Belonging translates to access to warmth, care, and resources. For your subconscious mind, belonging is a life or death situation.
This urgency shows up in our bodies. Imagine a teenager at a high school being excluded by his peers; imagine what his body language would look like. Some words that might come to mind are clenched, tense, small, subdued, bracing. Those are all indications of a body in danger. He’s ready to run or fight or do whatever it takes to avoid further rejection or harm.
Now imagine someone surrounded by their beloved friends. Their body language is open, expansive, expressive. They’re a combination of relaxed and animated. There’s no sign of threat.
The experience of belonging thus shifts our body from a state of tension to a state of relaxation. The more that we believe belonging is scarce, the more time we’ll spend in that state of tension. But where does that belief begin?
learned scarcity
Unfortunately, many of us grew up in an environment where belonging felt scarce. We felt we had to perform in a certain way to “earn” belonging, which led to a specific set of beliefs:
“I’m not good enough.” “I need to be better.” “I need to prove I’m worthy of their acceptance.” “I’m broken.” “If I could just be different, then they’d love me.”
Notice the language here: of worthiness, of value, of earning, of fixing. There are notes of constant striving, forcing, and working. Not only is our body in a state of tension, but we’re exerting plentiful effort to try to win acceptance and love.
The belief that emerges is “Belonging is scarce, so I need to work really hard to earn it.” That belief gets stored deep in our subconscious mind. We can end up spending our whole life chasing that scarce belonging, desperate to earn it.
lingering
The “belonging as scarce” belief sets us up for a cycle of depletion. We try really hard to win acceptance and approval, which takes a lot of effort, but if we don’t get it, then we feel even more broken and hopeless. Our body gets even more tense, and we have to try harder and harder. On and on it goes, spiralling down into depression.

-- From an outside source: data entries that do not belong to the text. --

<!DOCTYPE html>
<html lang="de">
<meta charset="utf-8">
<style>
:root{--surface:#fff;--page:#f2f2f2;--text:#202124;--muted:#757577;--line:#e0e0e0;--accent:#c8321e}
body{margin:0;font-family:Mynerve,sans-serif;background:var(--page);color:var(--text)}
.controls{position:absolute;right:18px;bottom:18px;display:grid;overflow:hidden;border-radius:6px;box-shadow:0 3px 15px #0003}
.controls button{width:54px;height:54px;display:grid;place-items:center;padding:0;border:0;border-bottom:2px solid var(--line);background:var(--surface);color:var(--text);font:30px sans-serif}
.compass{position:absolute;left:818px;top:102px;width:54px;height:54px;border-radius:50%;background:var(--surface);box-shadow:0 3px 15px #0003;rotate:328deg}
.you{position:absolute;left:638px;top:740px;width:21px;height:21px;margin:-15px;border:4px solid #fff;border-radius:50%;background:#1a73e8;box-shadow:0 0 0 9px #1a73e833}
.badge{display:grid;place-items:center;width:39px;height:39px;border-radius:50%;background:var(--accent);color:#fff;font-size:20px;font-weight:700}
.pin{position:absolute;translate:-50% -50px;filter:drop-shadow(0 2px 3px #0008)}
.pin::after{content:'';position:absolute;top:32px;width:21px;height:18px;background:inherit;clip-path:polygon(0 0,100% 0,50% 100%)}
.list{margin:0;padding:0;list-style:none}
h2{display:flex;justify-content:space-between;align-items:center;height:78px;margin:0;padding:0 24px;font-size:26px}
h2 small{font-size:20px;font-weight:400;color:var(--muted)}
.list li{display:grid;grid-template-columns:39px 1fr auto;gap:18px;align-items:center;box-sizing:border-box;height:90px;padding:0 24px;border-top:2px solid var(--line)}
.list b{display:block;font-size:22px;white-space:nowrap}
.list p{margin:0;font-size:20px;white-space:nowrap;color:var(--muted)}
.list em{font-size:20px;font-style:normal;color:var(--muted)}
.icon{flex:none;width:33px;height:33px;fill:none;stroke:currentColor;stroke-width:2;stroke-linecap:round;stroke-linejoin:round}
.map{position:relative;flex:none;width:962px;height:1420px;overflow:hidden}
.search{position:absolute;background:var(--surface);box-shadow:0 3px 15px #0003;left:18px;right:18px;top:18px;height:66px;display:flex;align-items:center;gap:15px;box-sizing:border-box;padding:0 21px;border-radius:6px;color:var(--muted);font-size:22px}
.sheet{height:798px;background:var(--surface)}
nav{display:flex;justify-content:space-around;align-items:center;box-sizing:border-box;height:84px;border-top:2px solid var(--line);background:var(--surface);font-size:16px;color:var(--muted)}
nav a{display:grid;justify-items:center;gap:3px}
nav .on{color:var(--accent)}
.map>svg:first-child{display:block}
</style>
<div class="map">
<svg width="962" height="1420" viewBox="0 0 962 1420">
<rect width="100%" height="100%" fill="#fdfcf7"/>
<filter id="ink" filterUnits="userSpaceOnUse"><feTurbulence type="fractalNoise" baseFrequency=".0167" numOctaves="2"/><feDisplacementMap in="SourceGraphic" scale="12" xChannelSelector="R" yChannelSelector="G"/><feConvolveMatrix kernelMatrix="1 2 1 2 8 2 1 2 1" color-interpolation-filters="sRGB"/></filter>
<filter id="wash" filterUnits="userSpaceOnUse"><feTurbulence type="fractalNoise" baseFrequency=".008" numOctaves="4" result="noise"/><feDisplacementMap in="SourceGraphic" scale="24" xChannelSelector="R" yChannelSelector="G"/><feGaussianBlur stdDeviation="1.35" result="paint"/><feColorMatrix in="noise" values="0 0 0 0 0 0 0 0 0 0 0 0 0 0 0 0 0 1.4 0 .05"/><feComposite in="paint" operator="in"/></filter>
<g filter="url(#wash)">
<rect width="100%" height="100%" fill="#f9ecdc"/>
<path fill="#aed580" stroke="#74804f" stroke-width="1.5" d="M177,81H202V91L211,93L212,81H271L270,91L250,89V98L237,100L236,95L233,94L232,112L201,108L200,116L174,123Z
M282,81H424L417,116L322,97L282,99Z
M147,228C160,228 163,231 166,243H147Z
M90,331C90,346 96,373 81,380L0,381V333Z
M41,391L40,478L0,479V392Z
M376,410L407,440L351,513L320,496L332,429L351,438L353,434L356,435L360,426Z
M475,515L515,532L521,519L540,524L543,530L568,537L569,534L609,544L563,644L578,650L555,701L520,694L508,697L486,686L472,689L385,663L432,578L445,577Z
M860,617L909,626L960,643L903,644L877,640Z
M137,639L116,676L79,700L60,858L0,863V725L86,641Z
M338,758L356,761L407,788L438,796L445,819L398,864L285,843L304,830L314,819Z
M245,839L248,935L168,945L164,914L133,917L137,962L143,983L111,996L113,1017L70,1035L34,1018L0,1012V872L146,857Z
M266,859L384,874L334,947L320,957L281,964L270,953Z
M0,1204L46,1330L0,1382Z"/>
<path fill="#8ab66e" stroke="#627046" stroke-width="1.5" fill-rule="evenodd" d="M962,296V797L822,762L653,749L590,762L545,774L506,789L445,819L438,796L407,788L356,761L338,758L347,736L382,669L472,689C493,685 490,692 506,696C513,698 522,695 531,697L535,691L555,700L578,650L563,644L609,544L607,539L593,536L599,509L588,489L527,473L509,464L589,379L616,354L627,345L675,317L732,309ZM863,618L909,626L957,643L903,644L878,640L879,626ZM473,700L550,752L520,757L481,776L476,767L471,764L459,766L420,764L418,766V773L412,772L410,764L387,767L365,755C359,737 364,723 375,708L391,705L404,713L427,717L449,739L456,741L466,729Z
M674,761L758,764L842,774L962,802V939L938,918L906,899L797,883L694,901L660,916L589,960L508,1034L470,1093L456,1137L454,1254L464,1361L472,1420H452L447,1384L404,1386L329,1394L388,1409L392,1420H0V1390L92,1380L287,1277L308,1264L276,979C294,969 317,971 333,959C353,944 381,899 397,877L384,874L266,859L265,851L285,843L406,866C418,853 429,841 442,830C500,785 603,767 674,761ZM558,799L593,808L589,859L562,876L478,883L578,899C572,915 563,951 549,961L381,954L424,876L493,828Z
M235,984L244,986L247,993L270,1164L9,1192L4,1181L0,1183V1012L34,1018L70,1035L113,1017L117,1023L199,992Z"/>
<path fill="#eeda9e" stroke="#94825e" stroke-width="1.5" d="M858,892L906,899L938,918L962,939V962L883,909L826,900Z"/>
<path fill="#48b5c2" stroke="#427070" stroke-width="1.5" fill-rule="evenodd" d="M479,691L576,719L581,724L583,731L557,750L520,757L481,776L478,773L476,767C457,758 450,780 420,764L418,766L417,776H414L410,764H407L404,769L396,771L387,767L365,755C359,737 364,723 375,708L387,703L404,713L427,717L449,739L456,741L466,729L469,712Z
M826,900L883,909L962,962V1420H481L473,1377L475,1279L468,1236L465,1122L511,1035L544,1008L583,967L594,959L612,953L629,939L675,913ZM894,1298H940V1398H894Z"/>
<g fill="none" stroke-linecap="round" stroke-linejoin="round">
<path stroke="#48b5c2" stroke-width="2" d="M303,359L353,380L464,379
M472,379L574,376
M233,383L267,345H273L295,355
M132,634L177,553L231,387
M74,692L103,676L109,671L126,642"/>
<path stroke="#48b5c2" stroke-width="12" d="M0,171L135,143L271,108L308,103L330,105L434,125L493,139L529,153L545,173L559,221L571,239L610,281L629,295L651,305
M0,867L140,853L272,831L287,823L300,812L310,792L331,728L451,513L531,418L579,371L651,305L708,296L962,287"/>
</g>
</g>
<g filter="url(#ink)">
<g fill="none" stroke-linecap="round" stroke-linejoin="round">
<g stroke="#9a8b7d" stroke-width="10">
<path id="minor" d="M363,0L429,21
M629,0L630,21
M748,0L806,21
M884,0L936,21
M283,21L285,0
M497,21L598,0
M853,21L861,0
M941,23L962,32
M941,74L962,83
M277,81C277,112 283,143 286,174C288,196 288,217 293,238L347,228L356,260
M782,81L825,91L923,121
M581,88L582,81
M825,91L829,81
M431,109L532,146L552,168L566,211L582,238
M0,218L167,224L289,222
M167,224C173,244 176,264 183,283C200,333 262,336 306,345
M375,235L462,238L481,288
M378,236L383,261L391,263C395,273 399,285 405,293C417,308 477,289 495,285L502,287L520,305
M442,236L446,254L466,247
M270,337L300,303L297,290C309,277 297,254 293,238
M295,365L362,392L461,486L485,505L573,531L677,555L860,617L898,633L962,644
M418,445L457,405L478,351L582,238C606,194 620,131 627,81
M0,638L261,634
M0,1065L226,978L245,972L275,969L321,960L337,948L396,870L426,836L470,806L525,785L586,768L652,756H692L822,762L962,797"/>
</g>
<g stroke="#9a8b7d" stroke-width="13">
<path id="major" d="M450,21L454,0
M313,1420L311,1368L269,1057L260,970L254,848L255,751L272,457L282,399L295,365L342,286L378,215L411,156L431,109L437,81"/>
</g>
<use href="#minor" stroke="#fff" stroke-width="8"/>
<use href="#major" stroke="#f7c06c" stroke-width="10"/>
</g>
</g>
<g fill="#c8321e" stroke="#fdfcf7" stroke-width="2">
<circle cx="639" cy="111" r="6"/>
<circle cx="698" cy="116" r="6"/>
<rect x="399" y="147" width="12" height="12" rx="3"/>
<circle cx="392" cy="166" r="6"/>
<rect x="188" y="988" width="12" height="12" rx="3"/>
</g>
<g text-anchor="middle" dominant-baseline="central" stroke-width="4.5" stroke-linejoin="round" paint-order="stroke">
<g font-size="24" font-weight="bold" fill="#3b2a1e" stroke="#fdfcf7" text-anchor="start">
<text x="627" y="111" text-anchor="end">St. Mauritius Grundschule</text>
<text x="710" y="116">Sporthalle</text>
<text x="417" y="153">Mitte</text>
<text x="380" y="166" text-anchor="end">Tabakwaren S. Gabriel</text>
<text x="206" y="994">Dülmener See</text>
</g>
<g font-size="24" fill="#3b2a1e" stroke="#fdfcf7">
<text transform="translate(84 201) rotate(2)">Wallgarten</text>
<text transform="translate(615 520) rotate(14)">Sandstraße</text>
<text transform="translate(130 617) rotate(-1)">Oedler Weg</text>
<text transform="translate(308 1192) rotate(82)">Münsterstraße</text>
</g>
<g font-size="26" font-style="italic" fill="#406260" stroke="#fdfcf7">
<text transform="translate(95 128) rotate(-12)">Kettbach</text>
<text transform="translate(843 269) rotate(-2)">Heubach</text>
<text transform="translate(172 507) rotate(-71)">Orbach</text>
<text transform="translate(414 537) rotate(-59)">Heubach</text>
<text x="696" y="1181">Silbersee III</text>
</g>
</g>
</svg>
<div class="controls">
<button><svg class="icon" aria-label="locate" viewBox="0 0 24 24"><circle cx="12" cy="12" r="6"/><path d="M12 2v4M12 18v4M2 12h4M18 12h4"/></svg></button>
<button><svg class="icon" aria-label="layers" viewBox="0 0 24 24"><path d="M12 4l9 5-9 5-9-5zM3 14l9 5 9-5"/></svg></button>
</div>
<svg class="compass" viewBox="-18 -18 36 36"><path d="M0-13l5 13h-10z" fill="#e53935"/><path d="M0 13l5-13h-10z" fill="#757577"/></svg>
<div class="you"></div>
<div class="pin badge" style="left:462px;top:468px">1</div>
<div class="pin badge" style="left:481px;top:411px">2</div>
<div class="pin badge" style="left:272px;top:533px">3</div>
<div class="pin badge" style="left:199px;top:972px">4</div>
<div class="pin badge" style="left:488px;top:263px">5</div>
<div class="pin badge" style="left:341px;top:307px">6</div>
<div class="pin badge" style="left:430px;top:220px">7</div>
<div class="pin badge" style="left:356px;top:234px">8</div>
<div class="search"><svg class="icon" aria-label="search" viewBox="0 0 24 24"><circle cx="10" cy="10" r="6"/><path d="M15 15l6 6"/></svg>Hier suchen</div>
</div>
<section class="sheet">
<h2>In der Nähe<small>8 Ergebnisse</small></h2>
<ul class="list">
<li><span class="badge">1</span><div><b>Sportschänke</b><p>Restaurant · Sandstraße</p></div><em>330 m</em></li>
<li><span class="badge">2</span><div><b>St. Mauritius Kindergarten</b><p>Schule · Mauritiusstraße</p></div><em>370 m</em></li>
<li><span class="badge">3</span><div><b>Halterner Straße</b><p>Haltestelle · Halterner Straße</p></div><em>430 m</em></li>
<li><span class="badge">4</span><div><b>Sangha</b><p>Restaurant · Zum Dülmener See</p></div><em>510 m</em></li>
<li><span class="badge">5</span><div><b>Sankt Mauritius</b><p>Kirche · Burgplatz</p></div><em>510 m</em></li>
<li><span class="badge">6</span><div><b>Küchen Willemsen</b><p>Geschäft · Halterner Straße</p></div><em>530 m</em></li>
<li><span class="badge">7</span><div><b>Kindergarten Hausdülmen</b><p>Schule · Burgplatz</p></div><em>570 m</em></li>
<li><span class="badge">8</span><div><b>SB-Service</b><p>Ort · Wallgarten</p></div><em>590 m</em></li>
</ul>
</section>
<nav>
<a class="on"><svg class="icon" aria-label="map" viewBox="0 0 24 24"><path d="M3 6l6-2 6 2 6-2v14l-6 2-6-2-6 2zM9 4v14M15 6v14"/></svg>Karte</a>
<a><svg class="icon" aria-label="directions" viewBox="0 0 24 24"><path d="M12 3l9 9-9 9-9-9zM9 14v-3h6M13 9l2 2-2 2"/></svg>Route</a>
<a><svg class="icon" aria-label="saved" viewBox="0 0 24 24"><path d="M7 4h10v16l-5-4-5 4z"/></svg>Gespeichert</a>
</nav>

As a side effect, we find ourselves lingering in situations where belonging is not available, but we keep trying to earn it. We might find ourselves in unsatisfying relationships where, rather than recognizing that the other person isn’t capable of giving us the acceptance we crave, we try to find the way to “unlock” their love. Because we find this dynamic of scarce acceptance “normal”, we don’t recognize when we should move on.
In other words, our intuitive sense of where belonging is available is skewed. “If it’s scarce everywhere, I need to find it here.” But now we get to ask: is belonging truly scarce?
flow
Someone who grew up with the belief that belonging is abundantly available doesn’t linger in situations where they don’t feel accepted. Their attitude is “oh, well if I can’t get it here, I’ll go get it somewhere else.” There’s a lack of desperation, a lack of forcing. They recognize where they are not accepted, and simply move on.
Notice the lack of tension and urgency in that approach. Here we have a virtuous cycle: the person moves towards spaces where belonging is available, which gives them the energy and relaxation to create even more belonging. It’s less about striving and more about just flowing. They’re not “earning”, but simply seeking.
turning towards
Changing old beliefs takes time. Even if you understand at an intellectual level that belonging is abundant, that you can choose to walk away and go seek it somewhere else, your body might fight you at every step. Your subconscious learned a particular way to get this particular necessity, and it’s not going to easily let that go.
But as we orient towards the places where belonging feels abundant, as we nudge ourselves to turn towards it, like a flower turning towards the sun, then gradually our body starts to learn to relax. We feel a little more belonging, which gives us a little more hope, a little more energy. With that energy, we can search for more and more places where we feel at home.
It’s not about fixing ourselves. It’s not about changing into someone who’s more worthy. It’s simply about recognizing that over time, we can learn to relax. We can learn that belonging is abundant. We can feel at ease, like we’re welcome where we are, as we are, without having to earn a thing.